■ Activity: Look at each line below and tally those holding "callout"; answer with that figure and nothing else.

= Beginning of Section =

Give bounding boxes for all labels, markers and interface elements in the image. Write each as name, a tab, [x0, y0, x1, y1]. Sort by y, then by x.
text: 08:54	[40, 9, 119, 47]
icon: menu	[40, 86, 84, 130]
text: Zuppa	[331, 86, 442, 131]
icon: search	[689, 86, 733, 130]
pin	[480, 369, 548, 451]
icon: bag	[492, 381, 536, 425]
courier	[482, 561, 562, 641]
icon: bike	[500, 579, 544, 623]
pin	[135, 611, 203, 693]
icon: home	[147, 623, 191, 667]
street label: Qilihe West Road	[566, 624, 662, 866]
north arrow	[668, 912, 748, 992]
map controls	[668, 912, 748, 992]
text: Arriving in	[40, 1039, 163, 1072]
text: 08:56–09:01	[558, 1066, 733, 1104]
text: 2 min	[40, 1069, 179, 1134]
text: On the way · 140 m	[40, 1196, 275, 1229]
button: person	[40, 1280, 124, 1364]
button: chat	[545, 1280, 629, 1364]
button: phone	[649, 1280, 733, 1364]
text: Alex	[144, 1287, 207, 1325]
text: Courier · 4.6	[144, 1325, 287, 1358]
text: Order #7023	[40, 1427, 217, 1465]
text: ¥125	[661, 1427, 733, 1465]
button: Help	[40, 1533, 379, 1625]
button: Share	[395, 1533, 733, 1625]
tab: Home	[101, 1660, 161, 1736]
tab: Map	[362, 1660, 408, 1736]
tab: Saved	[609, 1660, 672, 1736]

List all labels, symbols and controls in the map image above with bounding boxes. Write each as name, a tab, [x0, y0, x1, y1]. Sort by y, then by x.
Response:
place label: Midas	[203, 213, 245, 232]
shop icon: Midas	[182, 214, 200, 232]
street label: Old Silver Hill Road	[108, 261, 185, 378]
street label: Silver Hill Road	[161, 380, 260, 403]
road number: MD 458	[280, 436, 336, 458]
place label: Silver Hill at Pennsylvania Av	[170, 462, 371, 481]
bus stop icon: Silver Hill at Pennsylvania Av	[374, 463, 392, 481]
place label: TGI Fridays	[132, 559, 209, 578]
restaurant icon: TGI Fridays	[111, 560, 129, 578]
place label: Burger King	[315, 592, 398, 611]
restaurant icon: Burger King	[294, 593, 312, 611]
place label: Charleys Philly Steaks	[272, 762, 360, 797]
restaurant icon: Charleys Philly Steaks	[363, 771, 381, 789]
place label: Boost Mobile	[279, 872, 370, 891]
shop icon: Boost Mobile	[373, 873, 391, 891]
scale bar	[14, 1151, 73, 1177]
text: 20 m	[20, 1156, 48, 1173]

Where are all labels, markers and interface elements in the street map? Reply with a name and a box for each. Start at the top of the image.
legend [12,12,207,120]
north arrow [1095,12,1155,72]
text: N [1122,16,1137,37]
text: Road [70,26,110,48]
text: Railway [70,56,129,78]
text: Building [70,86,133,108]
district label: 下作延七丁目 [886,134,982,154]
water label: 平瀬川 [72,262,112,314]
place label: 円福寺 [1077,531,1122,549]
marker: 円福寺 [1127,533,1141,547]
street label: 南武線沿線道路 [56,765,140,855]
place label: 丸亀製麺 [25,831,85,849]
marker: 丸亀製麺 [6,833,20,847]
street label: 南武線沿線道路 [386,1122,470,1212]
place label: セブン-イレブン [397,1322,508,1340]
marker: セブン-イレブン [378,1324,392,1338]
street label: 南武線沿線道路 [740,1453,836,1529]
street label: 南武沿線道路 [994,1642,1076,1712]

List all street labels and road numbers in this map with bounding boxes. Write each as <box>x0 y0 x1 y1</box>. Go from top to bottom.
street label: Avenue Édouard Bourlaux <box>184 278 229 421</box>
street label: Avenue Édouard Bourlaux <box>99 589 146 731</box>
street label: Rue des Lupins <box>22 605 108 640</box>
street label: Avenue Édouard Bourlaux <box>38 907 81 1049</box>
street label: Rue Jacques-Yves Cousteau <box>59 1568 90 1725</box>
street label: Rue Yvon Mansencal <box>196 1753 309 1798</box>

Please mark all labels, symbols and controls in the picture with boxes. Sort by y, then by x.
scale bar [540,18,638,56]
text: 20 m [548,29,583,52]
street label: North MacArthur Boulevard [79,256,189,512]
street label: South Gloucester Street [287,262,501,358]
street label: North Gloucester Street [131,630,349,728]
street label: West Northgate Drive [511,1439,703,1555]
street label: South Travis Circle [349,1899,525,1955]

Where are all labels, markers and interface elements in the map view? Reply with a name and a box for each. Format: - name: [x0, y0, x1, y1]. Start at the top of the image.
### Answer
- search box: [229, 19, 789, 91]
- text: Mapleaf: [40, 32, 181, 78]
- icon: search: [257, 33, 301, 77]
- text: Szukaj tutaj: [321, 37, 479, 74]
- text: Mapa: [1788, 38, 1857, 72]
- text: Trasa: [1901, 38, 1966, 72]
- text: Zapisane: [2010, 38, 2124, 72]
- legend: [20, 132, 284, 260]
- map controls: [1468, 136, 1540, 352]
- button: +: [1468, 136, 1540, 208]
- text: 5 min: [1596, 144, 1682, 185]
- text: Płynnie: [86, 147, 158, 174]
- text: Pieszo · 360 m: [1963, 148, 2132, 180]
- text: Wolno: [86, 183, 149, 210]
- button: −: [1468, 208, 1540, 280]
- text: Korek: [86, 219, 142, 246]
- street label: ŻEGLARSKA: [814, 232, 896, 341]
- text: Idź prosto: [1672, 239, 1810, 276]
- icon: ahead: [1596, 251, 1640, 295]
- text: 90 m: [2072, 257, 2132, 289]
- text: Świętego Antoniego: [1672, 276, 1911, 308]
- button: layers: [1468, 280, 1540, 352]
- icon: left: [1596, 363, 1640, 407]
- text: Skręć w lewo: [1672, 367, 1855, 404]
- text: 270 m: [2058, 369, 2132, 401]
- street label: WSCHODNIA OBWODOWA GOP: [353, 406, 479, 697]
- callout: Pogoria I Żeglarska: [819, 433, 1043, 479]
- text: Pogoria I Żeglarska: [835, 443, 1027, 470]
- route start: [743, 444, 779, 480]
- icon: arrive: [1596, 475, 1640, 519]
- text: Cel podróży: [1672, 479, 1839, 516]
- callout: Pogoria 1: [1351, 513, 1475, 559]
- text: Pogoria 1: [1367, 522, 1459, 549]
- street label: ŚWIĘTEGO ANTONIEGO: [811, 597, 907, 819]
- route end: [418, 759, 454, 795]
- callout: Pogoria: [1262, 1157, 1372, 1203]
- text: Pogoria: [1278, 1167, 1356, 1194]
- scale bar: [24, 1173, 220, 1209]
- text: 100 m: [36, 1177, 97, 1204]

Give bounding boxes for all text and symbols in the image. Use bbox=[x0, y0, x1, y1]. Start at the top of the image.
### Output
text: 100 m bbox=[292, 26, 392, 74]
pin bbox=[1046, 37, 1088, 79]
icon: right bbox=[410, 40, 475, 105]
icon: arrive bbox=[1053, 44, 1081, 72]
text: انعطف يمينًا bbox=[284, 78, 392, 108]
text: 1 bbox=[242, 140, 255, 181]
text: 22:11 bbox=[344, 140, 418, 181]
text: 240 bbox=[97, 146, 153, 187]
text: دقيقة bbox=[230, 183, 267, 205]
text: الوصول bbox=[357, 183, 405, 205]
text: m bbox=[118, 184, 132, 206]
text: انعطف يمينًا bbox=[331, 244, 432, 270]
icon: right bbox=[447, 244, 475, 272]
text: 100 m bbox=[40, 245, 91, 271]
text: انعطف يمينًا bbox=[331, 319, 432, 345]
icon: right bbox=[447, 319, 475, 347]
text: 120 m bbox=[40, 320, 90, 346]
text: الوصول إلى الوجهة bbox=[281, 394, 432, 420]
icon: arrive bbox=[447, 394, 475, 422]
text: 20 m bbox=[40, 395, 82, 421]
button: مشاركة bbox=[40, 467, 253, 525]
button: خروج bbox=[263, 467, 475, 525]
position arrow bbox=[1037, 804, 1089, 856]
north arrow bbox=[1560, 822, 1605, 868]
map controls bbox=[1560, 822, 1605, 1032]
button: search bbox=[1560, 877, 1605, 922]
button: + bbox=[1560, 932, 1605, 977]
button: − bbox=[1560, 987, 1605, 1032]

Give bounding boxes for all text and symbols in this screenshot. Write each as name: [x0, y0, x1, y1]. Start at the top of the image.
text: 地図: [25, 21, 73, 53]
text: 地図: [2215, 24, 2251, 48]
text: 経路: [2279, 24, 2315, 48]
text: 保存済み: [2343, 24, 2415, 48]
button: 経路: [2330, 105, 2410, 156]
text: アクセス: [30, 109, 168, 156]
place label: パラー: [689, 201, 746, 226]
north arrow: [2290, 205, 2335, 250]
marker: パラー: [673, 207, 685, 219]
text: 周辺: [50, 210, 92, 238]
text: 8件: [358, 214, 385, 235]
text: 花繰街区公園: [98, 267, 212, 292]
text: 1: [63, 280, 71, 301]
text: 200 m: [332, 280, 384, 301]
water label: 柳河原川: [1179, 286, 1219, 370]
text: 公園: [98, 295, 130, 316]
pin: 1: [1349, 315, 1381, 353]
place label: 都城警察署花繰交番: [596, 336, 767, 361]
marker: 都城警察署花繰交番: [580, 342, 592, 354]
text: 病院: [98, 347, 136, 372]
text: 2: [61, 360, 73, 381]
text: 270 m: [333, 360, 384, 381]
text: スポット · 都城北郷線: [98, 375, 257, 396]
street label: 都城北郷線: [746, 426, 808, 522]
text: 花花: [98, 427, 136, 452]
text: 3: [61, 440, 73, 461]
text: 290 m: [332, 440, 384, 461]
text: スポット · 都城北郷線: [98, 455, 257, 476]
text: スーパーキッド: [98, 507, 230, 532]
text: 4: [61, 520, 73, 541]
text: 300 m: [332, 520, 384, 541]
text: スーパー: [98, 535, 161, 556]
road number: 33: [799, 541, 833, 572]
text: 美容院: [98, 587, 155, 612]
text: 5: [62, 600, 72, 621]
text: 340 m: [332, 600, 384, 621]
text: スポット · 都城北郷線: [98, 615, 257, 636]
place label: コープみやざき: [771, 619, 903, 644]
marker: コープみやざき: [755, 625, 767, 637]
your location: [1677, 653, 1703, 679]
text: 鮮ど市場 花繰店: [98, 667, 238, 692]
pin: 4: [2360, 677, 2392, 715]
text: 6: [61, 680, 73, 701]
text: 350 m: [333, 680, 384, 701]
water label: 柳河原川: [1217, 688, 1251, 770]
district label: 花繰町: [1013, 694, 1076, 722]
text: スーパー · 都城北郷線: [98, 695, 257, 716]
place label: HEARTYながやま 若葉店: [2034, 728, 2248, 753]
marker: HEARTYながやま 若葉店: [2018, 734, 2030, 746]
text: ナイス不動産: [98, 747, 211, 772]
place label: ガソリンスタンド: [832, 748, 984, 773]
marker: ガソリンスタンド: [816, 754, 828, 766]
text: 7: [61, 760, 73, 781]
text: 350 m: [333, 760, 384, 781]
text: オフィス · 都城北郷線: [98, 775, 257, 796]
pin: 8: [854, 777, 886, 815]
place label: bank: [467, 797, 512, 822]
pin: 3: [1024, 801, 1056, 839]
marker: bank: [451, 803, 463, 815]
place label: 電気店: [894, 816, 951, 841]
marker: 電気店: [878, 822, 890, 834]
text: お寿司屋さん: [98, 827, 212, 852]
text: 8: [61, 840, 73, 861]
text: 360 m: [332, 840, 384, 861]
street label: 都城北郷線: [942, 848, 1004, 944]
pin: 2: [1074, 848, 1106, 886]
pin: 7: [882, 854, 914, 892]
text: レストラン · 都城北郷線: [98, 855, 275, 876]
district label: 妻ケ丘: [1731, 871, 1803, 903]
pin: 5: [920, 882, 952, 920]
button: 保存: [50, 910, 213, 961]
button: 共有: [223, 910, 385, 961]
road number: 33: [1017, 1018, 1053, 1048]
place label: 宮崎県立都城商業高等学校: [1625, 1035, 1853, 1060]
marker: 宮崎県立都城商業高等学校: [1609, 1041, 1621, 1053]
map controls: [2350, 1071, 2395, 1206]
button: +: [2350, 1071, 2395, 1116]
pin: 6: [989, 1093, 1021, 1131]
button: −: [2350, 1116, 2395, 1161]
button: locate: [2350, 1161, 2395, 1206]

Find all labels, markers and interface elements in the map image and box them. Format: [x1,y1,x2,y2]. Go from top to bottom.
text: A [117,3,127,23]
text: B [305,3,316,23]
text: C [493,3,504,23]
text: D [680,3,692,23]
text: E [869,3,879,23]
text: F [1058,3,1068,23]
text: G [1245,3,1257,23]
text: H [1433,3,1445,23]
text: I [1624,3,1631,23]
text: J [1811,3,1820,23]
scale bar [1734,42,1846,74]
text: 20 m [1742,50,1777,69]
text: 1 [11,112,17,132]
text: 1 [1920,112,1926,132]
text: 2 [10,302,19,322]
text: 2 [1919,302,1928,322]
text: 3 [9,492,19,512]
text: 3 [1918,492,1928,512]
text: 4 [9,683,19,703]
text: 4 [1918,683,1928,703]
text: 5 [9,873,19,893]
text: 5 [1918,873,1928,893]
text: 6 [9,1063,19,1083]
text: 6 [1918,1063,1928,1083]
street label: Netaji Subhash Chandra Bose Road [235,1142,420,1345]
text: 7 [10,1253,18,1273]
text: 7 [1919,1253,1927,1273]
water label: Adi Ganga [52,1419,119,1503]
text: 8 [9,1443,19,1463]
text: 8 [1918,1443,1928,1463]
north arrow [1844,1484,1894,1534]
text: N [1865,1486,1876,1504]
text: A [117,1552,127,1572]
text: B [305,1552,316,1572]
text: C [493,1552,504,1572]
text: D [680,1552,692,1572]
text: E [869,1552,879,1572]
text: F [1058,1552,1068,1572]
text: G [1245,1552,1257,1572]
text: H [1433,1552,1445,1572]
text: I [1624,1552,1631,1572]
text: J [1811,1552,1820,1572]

= End of Section =

■ Answer to the exercise: 3